WHAT YOU NEED TO DO: Find the line containing "M1553,1435l9,95" in the records below. Copy exactly that line and each one after it, ending at the line containing "M909,1477l15,-16 19,-8 129,-17 163,-26", and nothing more.

(THE INPUT begins)

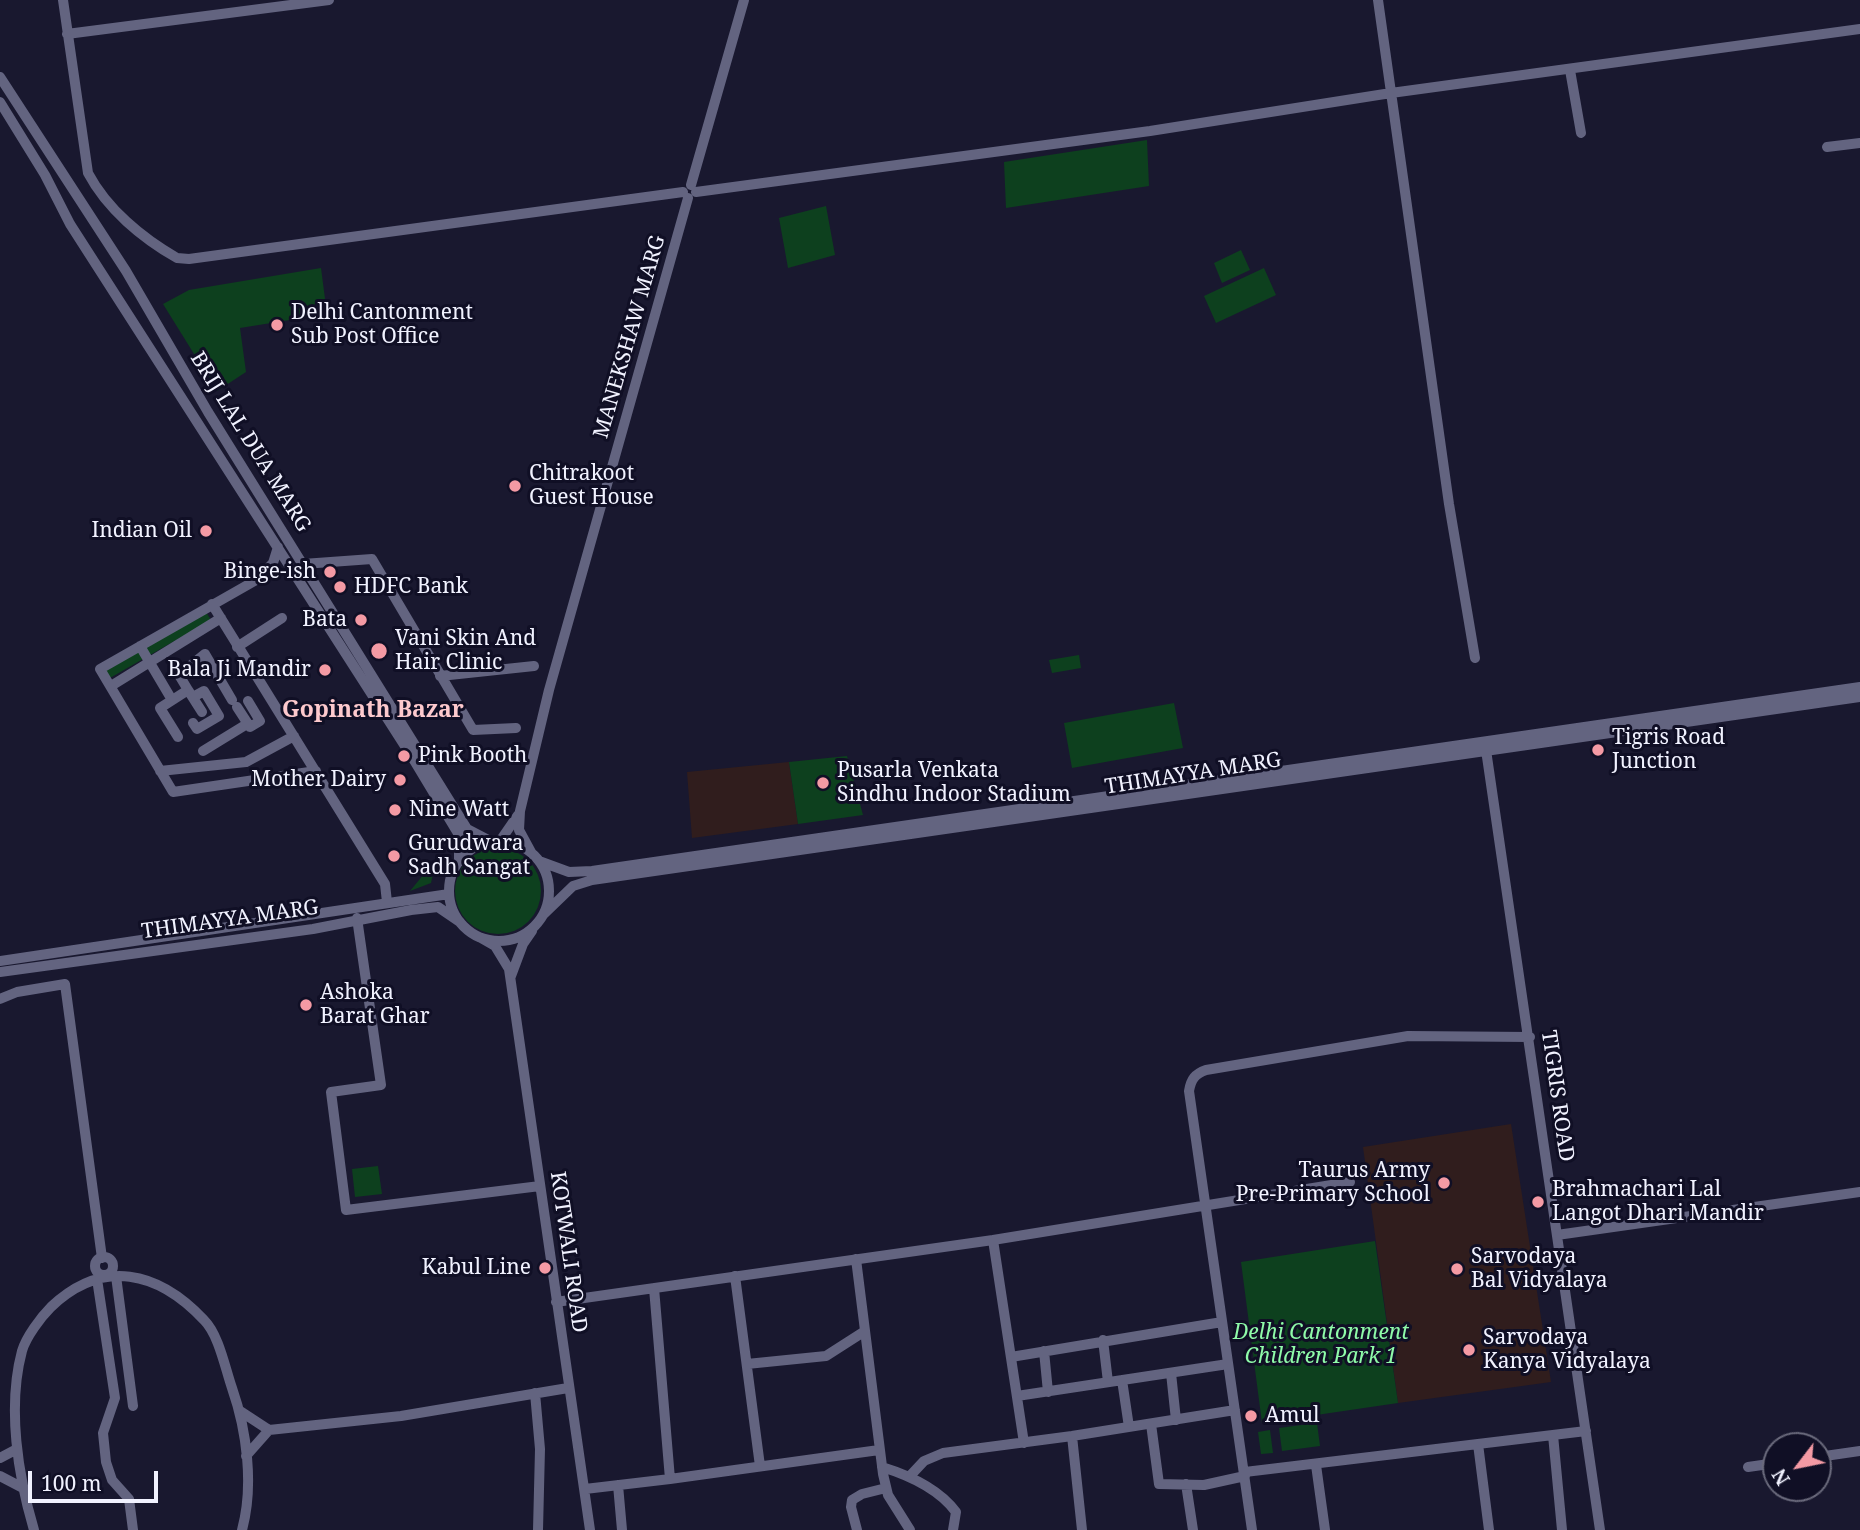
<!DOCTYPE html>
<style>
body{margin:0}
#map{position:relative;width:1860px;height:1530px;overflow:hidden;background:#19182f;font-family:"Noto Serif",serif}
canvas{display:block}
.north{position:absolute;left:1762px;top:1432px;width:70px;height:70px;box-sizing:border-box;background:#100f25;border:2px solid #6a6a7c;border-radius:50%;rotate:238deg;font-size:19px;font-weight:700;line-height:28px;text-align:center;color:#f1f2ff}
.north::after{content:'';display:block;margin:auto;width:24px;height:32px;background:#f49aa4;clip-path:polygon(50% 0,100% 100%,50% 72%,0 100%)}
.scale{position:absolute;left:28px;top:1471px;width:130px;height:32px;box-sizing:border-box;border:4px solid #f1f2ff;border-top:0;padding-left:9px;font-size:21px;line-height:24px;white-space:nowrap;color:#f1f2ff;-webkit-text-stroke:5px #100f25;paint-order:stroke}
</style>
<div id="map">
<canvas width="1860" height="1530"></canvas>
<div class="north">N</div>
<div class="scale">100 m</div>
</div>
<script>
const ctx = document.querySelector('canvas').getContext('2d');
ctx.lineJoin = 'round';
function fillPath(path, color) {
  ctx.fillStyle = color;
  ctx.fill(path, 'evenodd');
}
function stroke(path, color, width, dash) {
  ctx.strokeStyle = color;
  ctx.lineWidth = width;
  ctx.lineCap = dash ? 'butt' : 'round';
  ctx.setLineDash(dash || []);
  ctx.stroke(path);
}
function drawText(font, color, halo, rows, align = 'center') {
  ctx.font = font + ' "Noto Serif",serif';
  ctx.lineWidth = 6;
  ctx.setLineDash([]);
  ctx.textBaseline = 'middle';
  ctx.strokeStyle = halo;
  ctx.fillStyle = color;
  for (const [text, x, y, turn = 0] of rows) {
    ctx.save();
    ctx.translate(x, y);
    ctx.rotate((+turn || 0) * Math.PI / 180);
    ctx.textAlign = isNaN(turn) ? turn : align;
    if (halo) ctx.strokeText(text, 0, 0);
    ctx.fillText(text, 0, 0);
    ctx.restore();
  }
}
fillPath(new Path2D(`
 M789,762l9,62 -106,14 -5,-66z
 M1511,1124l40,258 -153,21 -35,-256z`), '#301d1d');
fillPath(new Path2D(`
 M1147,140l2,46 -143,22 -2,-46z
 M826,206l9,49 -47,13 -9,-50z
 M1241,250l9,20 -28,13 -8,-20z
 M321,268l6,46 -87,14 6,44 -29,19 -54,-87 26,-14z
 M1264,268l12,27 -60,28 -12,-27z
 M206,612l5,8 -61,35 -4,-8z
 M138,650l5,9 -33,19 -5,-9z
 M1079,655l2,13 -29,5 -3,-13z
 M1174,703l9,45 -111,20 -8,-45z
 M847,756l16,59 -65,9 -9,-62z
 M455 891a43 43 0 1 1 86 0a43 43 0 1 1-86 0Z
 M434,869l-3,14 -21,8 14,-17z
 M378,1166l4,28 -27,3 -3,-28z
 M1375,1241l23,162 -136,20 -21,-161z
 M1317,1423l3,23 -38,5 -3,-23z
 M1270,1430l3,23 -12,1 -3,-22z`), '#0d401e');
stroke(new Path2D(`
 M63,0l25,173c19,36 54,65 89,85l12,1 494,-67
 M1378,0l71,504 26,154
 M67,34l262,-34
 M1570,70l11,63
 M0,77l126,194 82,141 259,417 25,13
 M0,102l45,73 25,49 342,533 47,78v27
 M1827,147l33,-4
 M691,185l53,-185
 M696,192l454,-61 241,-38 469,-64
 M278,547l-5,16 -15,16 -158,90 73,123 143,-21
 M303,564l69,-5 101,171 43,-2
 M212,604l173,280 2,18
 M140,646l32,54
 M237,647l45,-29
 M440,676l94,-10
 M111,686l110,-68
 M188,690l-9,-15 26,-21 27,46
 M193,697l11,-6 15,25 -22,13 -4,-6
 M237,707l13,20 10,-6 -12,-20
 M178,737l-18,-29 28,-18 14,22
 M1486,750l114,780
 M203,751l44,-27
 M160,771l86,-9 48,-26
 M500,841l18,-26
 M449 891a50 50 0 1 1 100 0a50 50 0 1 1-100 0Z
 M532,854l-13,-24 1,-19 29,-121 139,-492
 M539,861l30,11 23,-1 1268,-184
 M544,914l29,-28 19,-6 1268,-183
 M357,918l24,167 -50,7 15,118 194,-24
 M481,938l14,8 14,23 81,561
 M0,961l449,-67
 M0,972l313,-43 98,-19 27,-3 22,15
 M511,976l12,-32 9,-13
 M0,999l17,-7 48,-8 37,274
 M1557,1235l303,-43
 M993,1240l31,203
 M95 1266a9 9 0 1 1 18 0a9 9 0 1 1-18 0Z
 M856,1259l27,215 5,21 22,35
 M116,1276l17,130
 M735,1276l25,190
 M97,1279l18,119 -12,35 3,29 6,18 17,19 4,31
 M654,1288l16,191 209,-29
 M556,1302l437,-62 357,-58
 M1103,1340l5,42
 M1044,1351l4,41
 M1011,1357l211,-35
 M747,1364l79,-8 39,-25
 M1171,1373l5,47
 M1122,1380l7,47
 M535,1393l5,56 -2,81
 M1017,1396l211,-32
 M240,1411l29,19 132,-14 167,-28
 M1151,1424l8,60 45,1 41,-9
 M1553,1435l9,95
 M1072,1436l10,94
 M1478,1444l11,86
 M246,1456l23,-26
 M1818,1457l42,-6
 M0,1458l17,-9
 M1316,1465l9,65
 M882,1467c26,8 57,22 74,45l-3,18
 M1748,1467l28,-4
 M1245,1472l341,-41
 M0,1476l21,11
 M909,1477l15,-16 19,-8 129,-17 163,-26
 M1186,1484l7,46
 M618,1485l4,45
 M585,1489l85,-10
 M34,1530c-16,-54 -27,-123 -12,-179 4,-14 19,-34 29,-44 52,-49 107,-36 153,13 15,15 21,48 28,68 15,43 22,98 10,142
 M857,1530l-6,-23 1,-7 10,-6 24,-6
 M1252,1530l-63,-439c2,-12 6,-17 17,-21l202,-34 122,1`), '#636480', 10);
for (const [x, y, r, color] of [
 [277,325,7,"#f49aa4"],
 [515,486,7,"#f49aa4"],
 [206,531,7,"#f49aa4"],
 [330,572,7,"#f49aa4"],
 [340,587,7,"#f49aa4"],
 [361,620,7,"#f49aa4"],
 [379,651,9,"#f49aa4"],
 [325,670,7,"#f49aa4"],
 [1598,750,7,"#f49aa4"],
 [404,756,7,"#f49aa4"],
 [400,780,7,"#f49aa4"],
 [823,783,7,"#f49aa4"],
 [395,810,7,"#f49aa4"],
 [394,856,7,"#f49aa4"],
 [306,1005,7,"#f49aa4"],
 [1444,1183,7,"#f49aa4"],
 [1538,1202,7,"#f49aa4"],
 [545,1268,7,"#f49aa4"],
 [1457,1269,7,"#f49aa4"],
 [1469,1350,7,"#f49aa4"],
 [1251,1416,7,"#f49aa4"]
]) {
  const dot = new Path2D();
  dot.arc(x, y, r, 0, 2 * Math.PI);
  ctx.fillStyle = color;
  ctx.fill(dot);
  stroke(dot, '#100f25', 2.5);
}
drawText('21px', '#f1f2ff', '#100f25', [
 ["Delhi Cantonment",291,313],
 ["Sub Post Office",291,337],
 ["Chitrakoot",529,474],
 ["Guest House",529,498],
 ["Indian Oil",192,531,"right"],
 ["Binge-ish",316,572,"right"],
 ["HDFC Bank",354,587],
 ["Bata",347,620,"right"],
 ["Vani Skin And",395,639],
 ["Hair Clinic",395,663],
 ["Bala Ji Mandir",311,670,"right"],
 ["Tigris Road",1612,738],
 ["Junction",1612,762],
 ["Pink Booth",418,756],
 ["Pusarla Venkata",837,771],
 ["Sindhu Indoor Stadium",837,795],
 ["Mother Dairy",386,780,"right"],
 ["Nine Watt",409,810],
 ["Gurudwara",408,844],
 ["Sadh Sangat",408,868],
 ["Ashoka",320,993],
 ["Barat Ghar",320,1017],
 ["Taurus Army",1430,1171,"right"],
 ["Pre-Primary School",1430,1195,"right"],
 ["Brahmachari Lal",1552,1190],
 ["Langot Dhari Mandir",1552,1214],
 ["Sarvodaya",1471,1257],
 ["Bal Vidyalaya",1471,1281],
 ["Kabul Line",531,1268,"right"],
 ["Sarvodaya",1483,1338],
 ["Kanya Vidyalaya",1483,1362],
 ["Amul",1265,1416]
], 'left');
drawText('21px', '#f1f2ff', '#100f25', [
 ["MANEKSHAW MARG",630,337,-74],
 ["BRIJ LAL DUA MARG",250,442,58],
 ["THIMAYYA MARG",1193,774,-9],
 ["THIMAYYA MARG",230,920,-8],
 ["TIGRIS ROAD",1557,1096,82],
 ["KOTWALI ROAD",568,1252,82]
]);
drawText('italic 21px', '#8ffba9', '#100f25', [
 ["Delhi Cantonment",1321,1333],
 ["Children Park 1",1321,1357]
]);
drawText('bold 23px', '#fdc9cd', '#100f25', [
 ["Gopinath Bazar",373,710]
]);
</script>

(THE INPUT ends)

RESPONSE AREA:
 M1553,1435l9,95
 M1072,1436l10,94
 M1478,1444l11,86
 M246,1456l23,-26
 M1818,1457l42,-6
 M0,1458l17,-9
 M1316,1465l9,65
 M882,1467c26,8 57,22 74,45l-3,18
 M1748,1467l28,-4
 M1245,1472l341,-41
 M0,1476l21,11
 M909,1477l15,-16 19,-8 129,-17 163,-26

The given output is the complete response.